### DESCRIPTION OF THE TASK
Exact transcript, pictures excluded: write out every record below.

### AVAILABLE DATA

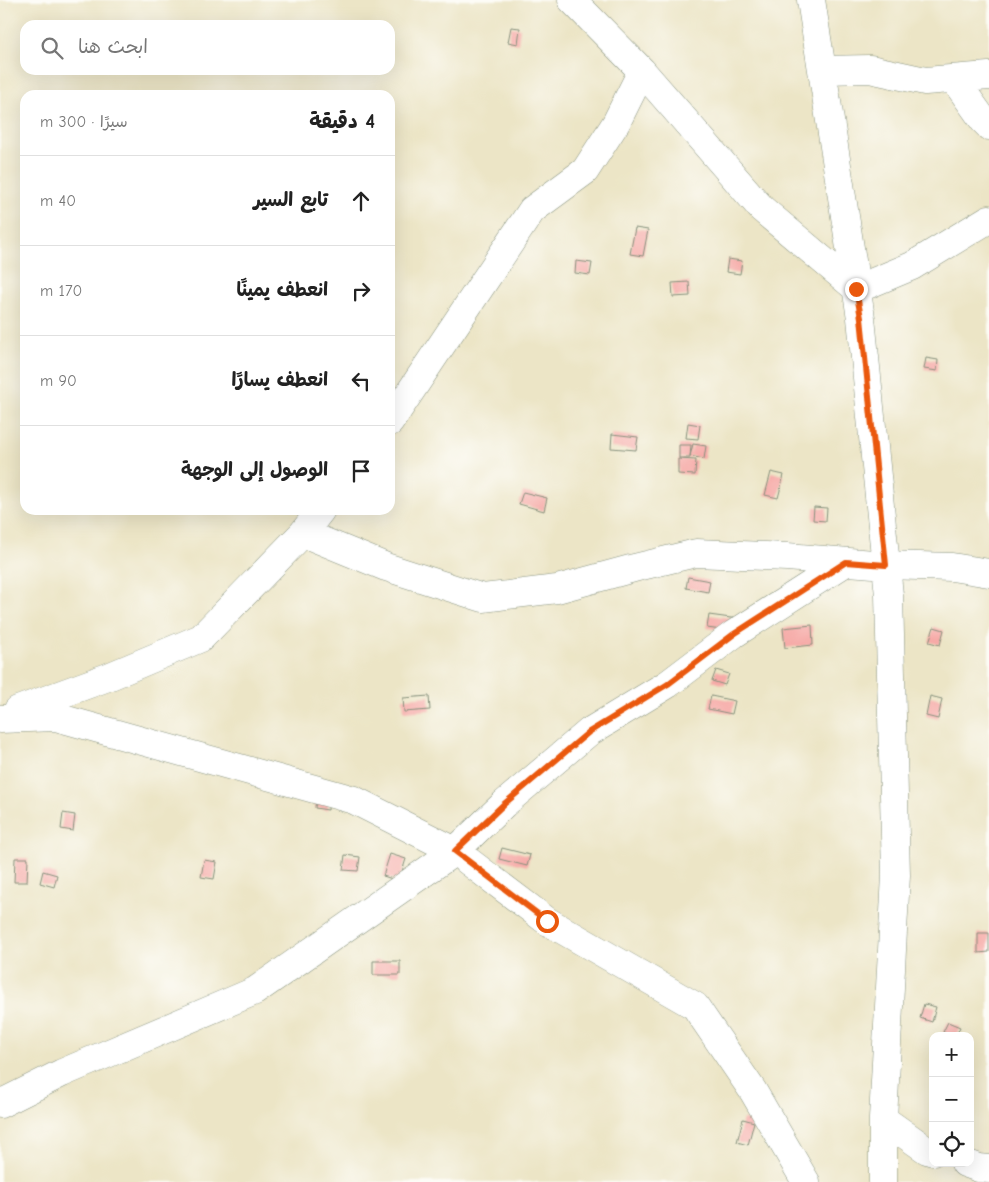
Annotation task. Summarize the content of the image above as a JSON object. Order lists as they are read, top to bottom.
{
  "page": {
    "search": "ابحث هنا",
    "heading": ["4 دقيقة", "سيرًا · 300 m"],
    "list": [
      ["تابع السير", "40 m"],
      ["انعطف يمينًا", "170 m"],
      ["انعطف يسارًا", "90 m"],
      "الوصول إلى الوجهة"
    ],
    "map_buttons": ["+", "−"]
  }
}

### TASK ANSWER
Annotation task. Summarize the content of the image above as a JSON object. Order lists as they are read, top to bottom.
{
  "page": {
    "search": "ابحث هنا",
    "heading": ["4 دقيقة", "سيرًا · 300 m"],
    "list": [
      ["تابع السير", "40 m"],
      ["انعطف يمينًا", "170 m"],
      ["انعطف يسارًا", "90 m"],
      "الوصول إلى الوجهة"
    ],
    "map_buttons": ["+", "−"]
  }
}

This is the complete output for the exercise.